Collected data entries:
+-------+

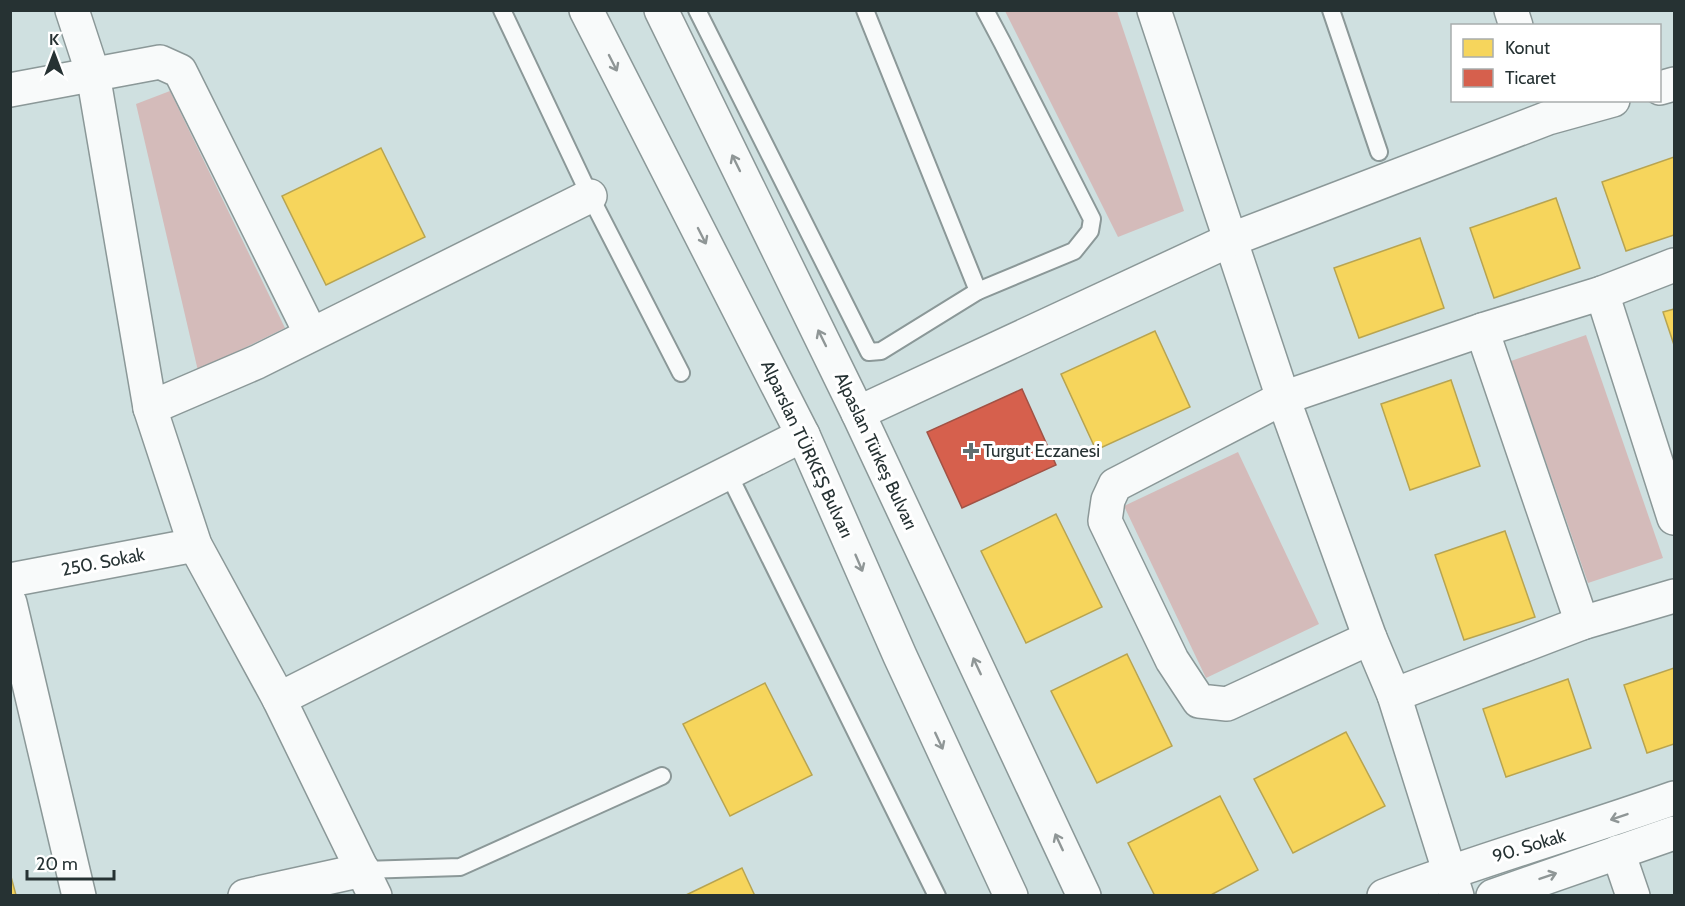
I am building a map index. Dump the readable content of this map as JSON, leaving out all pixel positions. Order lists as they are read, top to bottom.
{
  "streets": {
    "street": [
      "Alparslan TÜRKEŞ Bulvarı",
      "Alpaslan Türkeş Bulvarı",
      "250. Sokak",
      "90. Sokak"
    ]
  },
  "one_way": ["Alparslan TÜRKEŞ Bulvarı", "Alpaslan Türkeş Bulvarı"],
  "places": {
    "health": ["Turgut Eczanesi"]
  },
  "legend": ["Konut", "Ticaret"],
  "scale_bar": "20 m",
  "north": "top"
}
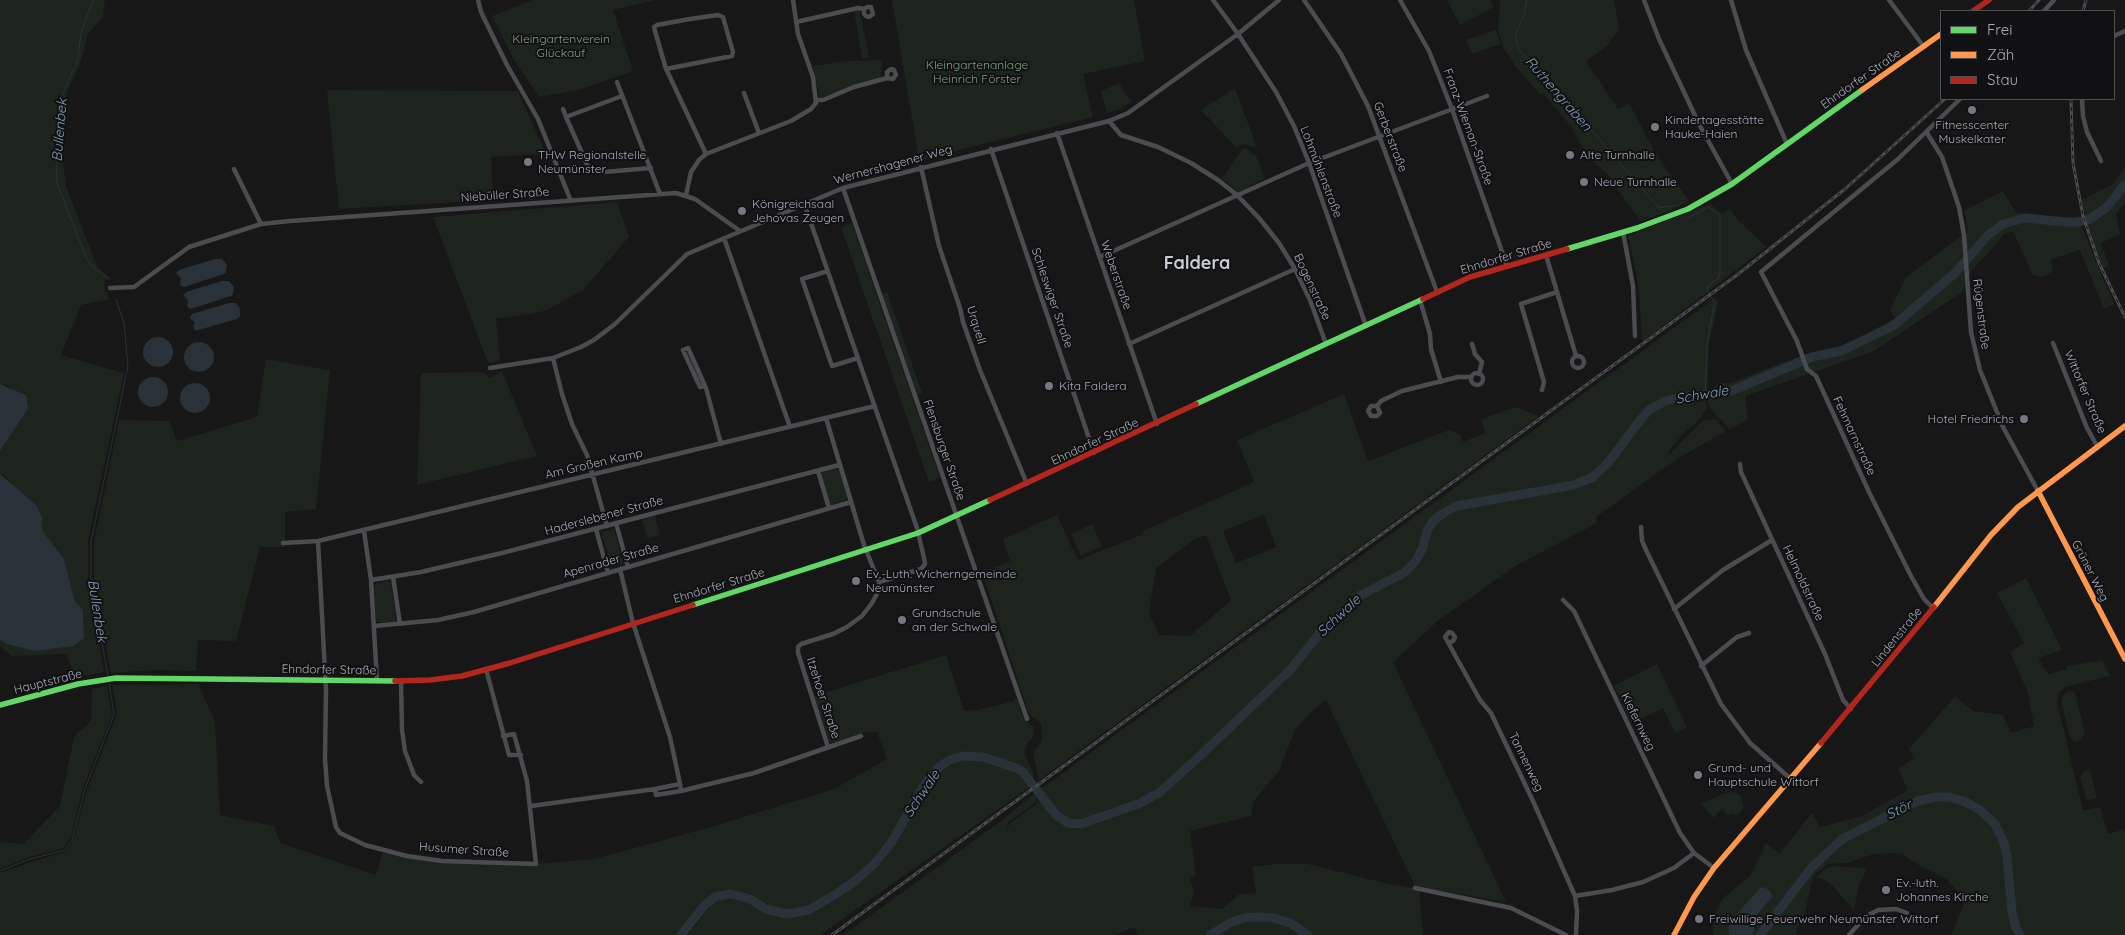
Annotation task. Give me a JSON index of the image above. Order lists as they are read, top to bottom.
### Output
{
  "streets": {
    "street": [
      "Ehndorfer Straße",
      "Franz-Wieman-Straße",
      "Gerberstraße",
      "Wernershagener Weg",
      "Lohmühlenstraße",
      "Niebüller Straße",
      "Weberstraße",
      "Bogenstraße",
      "Schleswiger Straße",
      "Rügenstraße",
      "Urquell",
      "Wittorfer Straße",
      "Fehmarnstraße",
      "Flensburger Straße",
      "Am Großen Kamp",
      "Haderslebener Straße",
      "Apenrader Straße",
      "Grüner Weg",
      "Helmoldstraße",
      "Lindenstraße",
      "Hauptstraße",
      "Itzehoer Straße",
      "Kiefernweg",
      "Tannenweg",
      "Husumer Straße"
    ]
  },
  "crossings": [
    ["Ehndorfer Straße", "Franz-Wieman-Straße"],
    ["Ehndorfer Straße", "Gerberstraße"],
    ["Ehndorfer Straße", "Lohmühlenstraße"],
    ["Ehndorfer Straße", "Weberstraße"],
    ["Ehndorfer Straße", "Bogenstraße"],
    ["Ehndorfer Straße", "Schleswiger Straße"],
    ["Ehndorfer Straße", "Urquell"],
    ["Ehndorfer Straße", "Flensburger Straße"],
    ["Ehndorfer Straße", "Hauptstraße"],
    ["Ehndorfer Straße", "Husumer Straße"],
    ["Wernershagener Weg", "Lohmühlenstraße"],
    ["Wernershagener Weg", "Niebüller Straße"],
    ["Wernershagener Weg", "Weberstraße"],
    ["Wernershagener Weg", "Bogenstraße"],
    ["Wernershagener Weg", "Schleswiger Straße"],
    ["Wernershagener Weg", "Urquell"],
    ["Wernershagener Weg", "Flensburger Straße"],
    ["Rügenstraße", "Fehmarnstraße"],
    ["Rügenstraße", "Grüner Weg"],
    ["Rügenstraße", "Lindenstraße"],
    ["Wittorfer Straße", "Lindenstraße"],
    ["Fehmarnstraße", "Lindenstraße"],
    ["Grüner Weg", "Lindenstraße"],
    ["Helmoldstraße", "Lindenstraße"],
    ["Lindenstraße", "Kiefernweg"]
  ],
  "districts": ["Faldera"],
  "water": [
    "Ruthengraben",
    "Bullenbek",
    "Schwale",
    "Stör"
  ],
  "parks": ["Kleingartenverein Glückauf", "Kleingartenanlage Heinrich Förster"],
  "places": [
    "Fitnesscenter Muskelkater",
    "Kindertagesstätte Hauke-Haien",
    "Alte Turnhalle",
    "THW Regionalstelle Neumünster",
    "Neue Turnhalle",
    "Königreichsaal Jehovas Zeugen",
    "Kita Faldera",
    "Hotel Friedrichs",
    "Ev.-Luth. Wicherngemeinde Neumünster",
    "Grundschule an der Schwale",
    "Grund- und Hauptschule Wittorf",
    "Ev.-luth. Johannes Kirche",
    "Freiwillige Feuerwehr Neumünster Wittorf"
  ],
  "legend": ["Frei", "Zäh", "Stau"]
}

+-------+

WORK TO COMPLETE →
Starting at the first line of the records above, set down each line exactly through the one that holds "Annotation task. Give". Omit pictures.

WRITTEN ANSWER →
I am building a map index. Dump the readable content of this map as JSON, leaving out all pixel positions. Order lists as they are read, top to bottom.
{
  "streets": {
    "street": [
      "Alparslan TÜRKEŞ Bulvarı",
      "Alpaslan Türkeş Bulvarı",
      "250. Sokak",
      "90. Sokak"
    ]
  },
  "one_way": ["Alparslan TÜRKEŞ Bulvarı", "Alpaslan Türkeş Bulvarı"],
  "places": {
    "health": ["Turgut Eczanesi"]
  },
  "legend": ["Konut", "Ticaret"],
  "scale_bar": "20 m",
  "north": "top"
}
Annotation task. Give me a JSON index of the image above. Order lists as they are read, top to bottom.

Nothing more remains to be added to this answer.